On-line version ISSN 1519-7654

ComCiência  no.153 Campinas Nov. 2013

 

ENTREVISTA

 

Osvaldo Saide

 

 

Ricardo Manini

 

 

Em entrevista para a ComCiência, o psiquiatra e professor Osvaldo Luiz Saide, da Faculdade de Medicina da Universidade Estadual do Rio de Janeiro (UERJ), comenta como o uso de substâncias psicotrópicas pode provocar ilusões. Ele explica ainda como é o processo da dependência, afirma que o uso recorrente da maconha pode levar a problemas psiquiátricos graves e critica a precariedade das políticas públicas relacionadas ao usuário de substâncias alucinógenas.

Que tipo de psicotrópico pode levar as pessoas a terem ilusões?

Psicotrópico é um conceito que engloba qualquer substância química com ação no sistema nervoso central. Até café e álcool podem ser considerados psicotrópicos. Existem muitos tipos e o ser humano usa alguns deles desde a pré-história para mudar o estado de consciência, como o álcool, por exemplo.

Os psicotrópicos também podem ser úteis no tratamento de doenças mentais, mas essa é uma descoberta recente e data de meados do século XX. Antes, ainda em fins do século XVIII, Philippe Pinel defendeu que as pessoas poderiam sofrer alterações significativas de vida por conta de distúrbios mentais. Por muitos séculos pensou-se que estavam dominadas por demônios, mas com a Revolução Francesa e os princípios racionalistas surgiu uma nova visão, a de que distúrbios de comportamento poderiam ser resultado de doenças.
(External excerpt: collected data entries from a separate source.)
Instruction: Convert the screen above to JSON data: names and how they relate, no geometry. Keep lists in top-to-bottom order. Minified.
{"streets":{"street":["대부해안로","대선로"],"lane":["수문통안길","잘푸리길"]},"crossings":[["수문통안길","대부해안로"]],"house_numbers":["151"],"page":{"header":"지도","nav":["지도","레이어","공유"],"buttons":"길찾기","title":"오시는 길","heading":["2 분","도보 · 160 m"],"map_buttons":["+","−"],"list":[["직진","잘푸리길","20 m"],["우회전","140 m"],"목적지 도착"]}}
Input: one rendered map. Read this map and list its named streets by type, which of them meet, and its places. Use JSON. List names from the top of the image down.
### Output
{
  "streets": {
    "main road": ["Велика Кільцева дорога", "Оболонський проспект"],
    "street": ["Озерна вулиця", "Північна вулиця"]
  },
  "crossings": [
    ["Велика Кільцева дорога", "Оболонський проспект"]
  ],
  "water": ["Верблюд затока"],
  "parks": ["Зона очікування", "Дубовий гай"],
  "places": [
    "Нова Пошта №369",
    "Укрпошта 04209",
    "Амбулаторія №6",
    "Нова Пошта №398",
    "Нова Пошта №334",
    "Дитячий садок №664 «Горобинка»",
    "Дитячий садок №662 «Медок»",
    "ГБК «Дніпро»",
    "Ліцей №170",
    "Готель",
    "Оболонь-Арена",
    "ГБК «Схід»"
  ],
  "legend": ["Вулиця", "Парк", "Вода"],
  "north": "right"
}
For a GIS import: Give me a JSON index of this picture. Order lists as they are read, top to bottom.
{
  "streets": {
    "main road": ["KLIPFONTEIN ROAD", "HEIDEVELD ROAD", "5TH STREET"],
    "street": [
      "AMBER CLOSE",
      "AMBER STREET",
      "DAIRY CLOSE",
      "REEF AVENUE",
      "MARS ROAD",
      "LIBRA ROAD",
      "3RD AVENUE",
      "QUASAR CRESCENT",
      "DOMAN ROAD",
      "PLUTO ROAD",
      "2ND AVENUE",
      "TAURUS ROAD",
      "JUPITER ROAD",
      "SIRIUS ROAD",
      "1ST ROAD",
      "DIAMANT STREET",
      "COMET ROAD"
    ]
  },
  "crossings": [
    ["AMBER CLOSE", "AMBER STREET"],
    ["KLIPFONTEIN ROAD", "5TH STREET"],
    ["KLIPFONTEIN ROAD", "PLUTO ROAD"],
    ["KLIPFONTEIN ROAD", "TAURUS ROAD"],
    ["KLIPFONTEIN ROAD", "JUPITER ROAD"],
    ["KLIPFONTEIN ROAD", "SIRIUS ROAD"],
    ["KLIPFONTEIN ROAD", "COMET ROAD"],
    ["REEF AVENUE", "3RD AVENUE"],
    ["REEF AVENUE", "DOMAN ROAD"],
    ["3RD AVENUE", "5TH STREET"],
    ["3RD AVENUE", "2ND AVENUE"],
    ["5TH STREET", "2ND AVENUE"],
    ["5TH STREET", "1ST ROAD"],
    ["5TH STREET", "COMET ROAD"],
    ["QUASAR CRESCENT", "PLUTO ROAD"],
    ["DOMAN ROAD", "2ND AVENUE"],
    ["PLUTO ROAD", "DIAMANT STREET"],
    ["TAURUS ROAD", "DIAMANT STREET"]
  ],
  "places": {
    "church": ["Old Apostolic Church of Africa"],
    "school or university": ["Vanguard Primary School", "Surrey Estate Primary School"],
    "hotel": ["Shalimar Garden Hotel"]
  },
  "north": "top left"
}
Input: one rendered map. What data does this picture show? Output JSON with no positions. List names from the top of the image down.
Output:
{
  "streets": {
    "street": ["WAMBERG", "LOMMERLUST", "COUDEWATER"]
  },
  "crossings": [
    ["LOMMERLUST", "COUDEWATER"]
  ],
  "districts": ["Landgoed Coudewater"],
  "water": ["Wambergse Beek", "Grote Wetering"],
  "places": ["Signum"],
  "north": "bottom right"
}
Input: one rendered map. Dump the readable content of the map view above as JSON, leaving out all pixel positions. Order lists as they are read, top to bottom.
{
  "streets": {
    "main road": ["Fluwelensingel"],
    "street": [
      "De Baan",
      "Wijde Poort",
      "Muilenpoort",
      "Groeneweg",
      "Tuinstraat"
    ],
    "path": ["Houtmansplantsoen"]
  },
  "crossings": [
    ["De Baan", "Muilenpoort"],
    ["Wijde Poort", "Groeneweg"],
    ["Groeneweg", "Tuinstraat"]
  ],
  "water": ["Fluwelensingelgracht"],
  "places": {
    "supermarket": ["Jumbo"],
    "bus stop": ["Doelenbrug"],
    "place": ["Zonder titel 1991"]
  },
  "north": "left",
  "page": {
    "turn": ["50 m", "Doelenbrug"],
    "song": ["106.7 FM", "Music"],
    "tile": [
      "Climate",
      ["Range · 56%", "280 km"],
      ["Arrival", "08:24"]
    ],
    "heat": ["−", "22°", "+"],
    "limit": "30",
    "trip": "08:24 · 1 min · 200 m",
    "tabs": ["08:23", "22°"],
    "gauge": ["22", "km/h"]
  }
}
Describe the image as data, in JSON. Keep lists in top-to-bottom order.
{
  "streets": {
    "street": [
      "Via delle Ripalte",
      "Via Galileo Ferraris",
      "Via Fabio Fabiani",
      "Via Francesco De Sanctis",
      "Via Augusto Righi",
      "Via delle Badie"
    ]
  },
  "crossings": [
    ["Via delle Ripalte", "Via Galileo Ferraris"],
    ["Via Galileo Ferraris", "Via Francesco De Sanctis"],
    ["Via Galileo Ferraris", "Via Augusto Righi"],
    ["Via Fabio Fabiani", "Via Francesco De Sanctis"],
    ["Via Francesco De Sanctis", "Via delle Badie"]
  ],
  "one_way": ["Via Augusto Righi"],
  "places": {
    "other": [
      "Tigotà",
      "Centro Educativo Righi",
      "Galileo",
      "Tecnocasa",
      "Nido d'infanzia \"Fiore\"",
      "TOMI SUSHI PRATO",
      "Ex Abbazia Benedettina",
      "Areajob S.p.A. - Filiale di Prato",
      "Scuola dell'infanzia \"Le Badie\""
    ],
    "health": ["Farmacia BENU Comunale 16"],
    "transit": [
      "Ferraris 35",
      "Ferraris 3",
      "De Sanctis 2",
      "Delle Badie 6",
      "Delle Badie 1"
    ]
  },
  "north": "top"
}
Durante o século XIX houve pouco avanço no uso de medicamentos para o tratamento de distúrbios mentais, e em 1950 surgiu o primeiro medicamento com ação específica nos sintomas psicóticos: a clorpromazina. Foi descoberta por acaso, pois a intenção era apenas acabar com a agitação desses pacientes. Delay e Deniker, na França, perceberam que o produto não era um simples sedativo, mas cessava alucinações e delírios, mantendo o paciente desperto. Tratava-se da descoberta do primeiro antipsicótico.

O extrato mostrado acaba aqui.